Exercise » Filter the data below for the string "this" and copy each matching line.

Information »
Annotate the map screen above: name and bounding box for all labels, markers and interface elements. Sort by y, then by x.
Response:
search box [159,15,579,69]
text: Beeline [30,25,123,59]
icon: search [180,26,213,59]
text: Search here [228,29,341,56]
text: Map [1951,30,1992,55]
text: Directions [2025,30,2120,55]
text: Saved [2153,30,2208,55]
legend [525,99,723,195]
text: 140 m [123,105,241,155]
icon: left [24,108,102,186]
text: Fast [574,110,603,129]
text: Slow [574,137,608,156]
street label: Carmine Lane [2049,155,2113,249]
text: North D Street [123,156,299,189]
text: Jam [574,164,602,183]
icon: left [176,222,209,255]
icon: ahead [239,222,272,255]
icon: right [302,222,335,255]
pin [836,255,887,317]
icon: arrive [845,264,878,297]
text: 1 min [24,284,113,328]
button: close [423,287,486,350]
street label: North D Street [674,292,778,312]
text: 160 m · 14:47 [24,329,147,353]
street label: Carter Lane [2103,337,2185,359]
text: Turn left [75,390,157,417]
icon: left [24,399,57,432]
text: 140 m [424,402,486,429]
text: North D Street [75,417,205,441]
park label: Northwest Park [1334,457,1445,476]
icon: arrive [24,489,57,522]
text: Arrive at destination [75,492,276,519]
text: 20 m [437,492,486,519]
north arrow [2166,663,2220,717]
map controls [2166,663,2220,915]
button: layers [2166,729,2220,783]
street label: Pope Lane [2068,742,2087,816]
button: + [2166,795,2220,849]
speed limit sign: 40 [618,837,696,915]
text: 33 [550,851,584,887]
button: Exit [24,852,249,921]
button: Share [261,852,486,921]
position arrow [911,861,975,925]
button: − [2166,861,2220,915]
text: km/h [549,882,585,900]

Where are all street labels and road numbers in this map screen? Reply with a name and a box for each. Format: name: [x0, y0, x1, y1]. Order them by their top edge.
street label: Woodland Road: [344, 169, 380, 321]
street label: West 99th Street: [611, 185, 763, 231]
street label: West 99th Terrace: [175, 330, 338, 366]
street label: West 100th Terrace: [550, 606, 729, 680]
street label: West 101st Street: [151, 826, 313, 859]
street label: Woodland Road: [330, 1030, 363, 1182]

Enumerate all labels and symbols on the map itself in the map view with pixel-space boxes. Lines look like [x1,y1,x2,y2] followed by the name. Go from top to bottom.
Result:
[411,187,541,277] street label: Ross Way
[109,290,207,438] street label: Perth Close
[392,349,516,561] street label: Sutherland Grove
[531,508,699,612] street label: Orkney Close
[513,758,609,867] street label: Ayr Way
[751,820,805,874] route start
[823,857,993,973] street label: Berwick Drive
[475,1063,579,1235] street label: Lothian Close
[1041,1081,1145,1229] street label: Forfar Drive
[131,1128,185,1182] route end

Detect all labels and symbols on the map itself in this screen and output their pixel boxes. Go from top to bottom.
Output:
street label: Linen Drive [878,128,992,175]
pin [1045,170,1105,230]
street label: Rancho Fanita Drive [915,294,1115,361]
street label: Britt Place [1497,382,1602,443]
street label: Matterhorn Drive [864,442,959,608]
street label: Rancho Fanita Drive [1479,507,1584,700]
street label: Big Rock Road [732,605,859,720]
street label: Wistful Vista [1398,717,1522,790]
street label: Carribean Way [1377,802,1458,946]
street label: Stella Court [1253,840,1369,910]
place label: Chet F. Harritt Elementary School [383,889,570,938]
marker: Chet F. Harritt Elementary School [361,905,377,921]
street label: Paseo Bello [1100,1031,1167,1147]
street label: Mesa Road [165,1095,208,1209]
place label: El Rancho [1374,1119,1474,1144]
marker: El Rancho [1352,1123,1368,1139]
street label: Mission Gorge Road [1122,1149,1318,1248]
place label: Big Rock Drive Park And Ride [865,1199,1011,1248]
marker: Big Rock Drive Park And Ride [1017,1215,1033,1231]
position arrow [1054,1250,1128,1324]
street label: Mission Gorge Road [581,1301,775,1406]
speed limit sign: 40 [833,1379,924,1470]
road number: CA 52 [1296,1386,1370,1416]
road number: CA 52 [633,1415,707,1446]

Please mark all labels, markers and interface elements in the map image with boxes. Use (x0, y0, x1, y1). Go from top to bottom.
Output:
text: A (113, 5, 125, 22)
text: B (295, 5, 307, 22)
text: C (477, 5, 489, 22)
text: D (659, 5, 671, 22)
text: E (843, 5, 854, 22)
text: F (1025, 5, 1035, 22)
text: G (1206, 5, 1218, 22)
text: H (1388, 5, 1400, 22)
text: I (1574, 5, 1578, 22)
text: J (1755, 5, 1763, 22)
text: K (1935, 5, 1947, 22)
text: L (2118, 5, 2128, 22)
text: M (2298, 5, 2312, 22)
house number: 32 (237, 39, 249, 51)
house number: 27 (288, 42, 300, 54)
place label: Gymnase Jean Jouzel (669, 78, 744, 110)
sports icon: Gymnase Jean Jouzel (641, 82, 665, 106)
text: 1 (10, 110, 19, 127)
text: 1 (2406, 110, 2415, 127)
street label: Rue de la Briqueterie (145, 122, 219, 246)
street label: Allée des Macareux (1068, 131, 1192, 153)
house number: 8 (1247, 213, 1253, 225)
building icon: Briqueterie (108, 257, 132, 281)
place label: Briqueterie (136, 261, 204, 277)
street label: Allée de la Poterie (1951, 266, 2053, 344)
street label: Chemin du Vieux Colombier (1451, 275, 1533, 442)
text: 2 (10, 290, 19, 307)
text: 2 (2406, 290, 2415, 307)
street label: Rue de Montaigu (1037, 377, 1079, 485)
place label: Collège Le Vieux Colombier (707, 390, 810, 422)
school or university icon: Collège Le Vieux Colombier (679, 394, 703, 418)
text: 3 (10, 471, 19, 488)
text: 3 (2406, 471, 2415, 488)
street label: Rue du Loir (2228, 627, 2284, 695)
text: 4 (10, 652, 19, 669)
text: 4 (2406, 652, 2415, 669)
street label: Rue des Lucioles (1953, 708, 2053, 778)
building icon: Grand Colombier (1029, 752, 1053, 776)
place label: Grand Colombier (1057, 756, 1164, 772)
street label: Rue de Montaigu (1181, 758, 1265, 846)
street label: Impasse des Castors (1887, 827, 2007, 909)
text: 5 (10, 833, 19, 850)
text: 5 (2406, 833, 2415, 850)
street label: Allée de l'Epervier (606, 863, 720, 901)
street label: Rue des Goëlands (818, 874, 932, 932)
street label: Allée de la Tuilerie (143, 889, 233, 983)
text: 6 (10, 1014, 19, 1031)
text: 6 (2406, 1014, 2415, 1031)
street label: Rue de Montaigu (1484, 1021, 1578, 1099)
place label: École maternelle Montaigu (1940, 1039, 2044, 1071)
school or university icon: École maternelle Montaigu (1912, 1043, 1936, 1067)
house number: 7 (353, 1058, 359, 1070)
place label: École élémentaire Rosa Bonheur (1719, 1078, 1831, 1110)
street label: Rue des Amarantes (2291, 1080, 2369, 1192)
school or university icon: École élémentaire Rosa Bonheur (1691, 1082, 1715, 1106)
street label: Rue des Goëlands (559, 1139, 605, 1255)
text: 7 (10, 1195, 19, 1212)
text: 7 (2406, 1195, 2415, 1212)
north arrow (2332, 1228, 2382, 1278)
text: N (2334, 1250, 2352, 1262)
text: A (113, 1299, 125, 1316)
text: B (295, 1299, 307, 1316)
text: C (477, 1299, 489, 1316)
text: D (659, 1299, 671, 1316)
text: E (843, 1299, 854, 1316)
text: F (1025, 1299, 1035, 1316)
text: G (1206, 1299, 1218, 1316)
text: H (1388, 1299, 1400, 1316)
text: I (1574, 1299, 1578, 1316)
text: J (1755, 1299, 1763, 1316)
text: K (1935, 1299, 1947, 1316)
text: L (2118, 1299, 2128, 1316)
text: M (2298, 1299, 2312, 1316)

Response area »
Where are all street labels and road numbers in this map screen? Reply with a name and a box for each. Format: name: [x0, y0, x1, y1]. Order them by their top edge.
Detect all labels and symbols on the map itself in this screen and output their pixel boxes. Go from top to bottom.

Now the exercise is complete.